Today has been all about crossing off items on my to-do list as I count down the semester. Yesterday I had my last lab and reviewed for the Organic chem final. I also studied for the Anatomy assessment.
Today, I went to the dentist, ran by the grocery store to restock our fruit supply and pick up a prescription, studied more for the assessment, took it, printed off some lecture notes for my biology class, and now I'm back home, ready to study for the Organic final and go to Biology class tonight. Whew!
When times get hectic, I definitely make a to-do list broken down by day. Today, I've crossed off 3 items and am looking at the simple tasks of "study" and "go to class." Not bad! I can handle that. Tomorrow's Organic final is daunting, but I know I will feel so much better when it's over. I hope the review last night helped and I'll be studying, going through online tools and working problems to prepare.
After Organic chem is over, it's all downhill! I'll have to prepare my folder to turn in for Biology and take the last test over tissues, meiosis and organ systems, but that doesn't scare me.
While studying, I have taken some breaks and found some fun diet-related articles. After the past few weeks of not eating very healthy (lots of sweets and snacks), I'm looking forward to getting back on track. Today, I spotted two plans that are reasonable (as in, not a crazy cabbage/grapefruit only diet) and inspiring (as in, I can do this on a regular basis, not just to lose a few pounds quickly).

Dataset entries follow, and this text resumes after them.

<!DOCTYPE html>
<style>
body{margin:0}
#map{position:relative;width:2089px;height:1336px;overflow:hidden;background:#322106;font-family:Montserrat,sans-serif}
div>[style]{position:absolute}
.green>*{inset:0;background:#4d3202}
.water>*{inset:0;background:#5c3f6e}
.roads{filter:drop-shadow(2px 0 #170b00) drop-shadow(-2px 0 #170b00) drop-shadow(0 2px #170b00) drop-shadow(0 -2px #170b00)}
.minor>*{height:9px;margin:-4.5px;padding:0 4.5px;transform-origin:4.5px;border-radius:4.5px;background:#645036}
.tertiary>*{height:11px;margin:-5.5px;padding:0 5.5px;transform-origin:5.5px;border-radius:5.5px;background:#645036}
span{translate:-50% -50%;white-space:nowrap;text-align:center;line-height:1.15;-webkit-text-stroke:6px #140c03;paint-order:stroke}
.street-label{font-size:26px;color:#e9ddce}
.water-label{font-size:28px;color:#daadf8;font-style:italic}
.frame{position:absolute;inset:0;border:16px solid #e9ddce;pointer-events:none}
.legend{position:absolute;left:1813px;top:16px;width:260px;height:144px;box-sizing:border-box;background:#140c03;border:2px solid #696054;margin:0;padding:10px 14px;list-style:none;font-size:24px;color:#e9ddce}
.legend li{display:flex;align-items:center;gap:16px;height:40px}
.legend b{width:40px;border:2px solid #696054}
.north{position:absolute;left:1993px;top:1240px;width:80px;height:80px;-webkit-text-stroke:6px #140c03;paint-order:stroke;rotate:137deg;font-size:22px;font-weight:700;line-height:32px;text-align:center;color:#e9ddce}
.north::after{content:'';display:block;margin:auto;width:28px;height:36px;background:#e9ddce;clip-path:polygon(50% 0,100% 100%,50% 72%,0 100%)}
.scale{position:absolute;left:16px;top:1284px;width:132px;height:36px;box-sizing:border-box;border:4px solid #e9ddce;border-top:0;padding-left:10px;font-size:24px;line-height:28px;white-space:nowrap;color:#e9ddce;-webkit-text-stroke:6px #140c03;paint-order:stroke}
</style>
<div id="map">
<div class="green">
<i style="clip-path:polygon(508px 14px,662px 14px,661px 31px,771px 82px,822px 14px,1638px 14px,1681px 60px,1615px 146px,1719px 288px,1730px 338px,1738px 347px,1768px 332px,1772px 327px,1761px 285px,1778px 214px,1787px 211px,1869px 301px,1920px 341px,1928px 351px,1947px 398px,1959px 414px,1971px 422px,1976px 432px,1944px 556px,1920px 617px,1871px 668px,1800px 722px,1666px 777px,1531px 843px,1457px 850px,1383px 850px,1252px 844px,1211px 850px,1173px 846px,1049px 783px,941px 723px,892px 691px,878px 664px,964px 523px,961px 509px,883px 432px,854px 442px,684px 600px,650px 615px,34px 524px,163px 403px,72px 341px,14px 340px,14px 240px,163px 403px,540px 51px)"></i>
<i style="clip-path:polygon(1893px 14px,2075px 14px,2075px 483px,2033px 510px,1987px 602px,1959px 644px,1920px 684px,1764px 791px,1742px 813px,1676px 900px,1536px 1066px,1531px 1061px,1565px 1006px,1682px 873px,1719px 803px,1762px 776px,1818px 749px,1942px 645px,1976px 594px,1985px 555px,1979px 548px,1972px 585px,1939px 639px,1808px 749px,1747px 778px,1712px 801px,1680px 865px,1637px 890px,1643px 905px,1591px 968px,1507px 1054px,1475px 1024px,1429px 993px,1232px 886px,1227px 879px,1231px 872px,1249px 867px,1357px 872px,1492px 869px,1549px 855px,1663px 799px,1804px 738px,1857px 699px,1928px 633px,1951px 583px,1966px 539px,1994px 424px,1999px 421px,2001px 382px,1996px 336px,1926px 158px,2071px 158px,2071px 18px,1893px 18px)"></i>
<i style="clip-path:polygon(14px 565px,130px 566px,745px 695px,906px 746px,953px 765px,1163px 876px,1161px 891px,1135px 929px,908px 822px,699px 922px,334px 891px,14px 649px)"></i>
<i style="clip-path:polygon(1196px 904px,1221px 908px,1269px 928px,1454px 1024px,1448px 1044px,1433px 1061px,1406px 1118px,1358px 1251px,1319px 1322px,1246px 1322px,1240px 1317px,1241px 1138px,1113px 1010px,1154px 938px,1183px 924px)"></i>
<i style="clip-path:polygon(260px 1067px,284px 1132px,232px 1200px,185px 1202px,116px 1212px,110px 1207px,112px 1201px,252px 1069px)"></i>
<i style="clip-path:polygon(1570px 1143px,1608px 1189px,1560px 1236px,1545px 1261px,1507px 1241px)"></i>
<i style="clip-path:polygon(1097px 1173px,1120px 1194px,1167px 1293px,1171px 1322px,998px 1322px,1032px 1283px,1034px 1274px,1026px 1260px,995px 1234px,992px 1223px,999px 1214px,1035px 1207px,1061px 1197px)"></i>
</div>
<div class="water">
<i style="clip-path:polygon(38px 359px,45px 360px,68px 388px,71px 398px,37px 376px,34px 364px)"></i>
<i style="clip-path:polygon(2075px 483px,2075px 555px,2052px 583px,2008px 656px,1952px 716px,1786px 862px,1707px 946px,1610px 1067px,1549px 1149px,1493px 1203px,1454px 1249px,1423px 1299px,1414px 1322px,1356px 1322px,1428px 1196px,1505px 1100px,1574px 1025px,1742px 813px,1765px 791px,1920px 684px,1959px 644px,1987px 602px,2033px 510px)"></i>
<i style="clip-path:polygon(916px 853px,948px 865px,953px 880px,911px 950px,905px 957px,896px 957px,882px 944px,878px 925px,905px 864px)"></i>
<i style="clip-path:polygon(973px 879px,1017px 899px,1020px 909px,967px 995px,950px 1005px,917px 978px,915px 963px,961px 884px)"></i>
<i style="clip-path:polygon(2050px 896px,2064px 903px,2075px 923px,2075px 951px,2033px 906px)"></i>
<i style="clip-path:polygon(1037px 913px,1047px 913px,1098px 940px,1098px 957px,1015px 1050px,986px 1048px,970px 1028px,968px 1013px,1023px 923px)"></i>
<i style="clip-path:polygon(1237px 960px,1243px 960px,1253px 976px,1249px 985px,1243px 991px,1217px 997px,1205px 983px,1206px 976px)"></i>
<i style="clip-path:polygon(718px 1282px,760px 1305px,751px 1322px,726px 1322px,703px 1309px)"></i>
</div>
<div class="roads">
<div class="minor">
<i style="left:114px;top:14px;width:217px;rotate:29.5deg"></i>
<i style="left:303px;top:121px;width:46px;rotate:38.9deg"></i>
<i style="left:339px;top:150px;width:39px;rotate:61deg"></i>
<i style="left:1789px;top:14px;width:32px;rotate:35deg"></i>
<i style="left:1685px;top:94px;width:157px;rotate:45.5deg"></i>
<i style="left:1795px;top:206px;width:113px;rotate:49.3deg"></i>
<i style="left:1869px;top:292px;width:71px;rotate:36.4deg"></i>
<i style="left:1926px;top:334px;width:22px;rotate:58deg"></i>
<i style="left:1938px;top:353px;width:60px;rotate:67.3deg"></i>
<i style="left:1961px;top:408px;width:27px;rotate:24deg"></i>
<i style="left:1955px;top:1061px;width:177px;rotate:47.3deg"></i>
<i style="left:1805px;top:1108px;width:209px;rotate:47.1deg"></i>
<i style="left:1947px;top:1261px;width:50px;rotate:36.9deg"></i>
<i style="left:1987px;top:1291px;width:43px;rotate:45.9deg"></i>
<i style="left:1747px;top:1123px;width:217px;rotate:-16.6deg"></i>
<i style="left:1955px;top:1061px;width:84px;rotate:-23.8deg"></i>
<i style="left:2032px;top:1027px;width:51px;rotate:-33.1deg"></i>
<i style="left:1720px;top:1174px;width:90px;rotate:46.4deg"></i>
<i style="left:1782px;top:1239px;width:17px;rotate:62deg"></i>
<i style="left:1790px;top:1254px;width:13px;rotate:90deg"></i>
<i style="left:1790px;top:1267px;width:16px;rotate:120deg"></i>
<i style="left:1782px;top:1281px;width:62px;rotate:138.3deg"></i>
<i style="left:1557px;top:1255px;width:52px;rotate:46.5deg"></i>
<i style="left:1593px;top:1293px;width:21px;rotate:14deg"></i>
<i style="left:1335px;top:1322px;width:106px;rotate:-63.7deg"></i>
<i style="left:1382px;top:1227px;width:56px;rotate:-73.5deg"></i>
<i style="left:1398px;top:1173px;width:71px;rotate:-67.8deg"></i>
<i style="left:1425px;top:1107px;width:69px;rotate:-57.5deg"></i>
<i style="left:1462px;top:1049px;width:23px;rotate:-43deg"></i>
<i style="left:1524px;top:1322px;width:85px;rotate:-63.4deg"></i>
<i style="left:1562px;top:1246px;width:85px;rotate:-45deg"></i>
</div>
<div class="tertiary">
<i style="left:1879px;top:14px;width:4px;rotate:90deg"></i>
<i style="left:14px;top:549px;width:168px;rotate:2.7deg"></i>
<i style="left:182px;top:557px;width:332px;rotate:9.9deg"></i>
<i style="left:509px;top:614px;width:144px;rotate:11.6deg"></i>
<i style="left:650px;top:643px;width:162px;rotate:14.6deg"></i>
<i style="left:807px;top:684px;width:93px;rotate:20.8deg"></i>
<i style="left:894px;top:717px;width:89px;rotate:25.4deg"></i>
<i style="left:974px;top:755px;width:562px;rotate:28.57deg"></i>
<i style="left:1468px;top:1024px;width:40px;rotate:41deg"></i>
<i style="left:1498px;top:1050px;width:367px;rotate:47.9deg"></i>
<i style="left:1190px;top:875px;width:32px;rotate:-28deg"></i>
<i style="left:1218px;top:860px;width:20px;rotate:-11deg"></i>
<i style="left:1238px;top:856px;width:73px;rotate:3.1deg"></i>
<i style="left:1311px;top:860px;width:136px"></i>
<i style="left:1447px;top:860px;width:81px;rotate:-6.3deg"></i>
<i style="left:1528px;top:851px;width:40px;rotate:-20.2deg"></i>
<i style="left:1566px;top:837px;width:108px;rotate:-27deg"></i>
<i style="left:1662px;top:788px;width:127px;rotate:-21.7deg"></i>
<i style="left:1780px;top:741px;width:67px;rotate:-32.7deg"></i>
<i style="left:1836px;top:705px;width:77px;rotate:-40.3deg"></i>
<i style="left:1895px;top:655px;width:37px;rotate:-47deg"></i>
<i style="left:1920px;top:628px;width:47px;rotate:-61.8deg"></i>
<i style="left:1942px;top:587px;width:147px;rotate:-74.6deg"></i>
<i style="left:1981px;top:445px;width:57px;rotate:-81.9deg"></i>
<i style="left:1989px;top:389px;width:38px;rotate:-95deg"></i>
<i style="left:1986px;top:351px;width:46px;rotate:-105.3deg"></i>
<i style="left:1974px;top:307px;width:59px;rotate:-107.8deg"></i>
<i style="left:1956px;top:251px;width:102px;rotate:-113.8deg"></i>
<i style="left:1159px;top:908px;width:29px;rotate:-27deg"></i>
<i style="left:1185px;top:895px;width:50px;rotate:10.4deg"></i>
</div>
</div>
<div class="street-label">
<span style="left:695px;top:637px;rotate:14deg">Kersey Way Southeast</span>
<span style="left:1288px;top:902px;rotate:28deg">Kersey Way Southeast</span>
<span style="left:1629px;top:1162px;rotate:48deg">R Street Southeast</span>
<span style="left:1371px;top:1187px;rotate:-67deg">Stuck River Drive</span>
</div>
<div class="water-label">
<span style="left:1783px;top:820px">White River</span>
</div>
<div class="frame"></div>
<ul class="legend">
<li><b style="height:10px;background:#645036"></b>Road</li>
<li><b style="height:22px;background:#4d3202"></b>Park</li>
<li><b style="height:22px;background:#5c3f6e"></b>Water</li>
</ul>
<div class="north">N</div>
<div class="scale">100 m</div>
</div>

Ladies' Home Journal spotlighted this 7-day plan from the nutritionist on The Biggest Loser. I like that you get your 3 squares a day plus two snacks, usually one sweet and one savory/salty. I also like that a dessert is built into the dinner meal! Some of the meals aren't quite for me (there's one for pork tenderloins, and I haven't been eating as much poultry lately), but one can always pick the meals they like and use them more often! There's nothing wrong with leftovers! When doing this, just make sure you're still getting all your fruit, veggie, protein and grain servings as I've noticed they change them up a bit (veggies in one breakfast, then fruit as a snack for one day, but the next day, fruit in the breakfast and more veggies in the lunch or dinner).
Eating Well has also comprised not four but FIVE weeks of 500 calorie dinner menus to choose from. Again, if you have dietary restrictions, you can't use every single one of them, so I recommend browsing them and selecting your favorites to try on more than one occassion. Eating Well has broken them down by category (i.e., "vegetarian," "fish," soups," etc.) on the bottom right-hand side of the page. They all end on a sweet note and some even include a glass of wine, which is a dinner menu I can support. You also might want to pop over to their article on 1,500 calorie day options (choose a breakfast, lunch, dinner and snack). Of course, some people need more than 1500 calories, and frankly, some days you're hungrier than others, so you might need an extra snack or two.
Alright, y'all, back to my studies. Enjoy!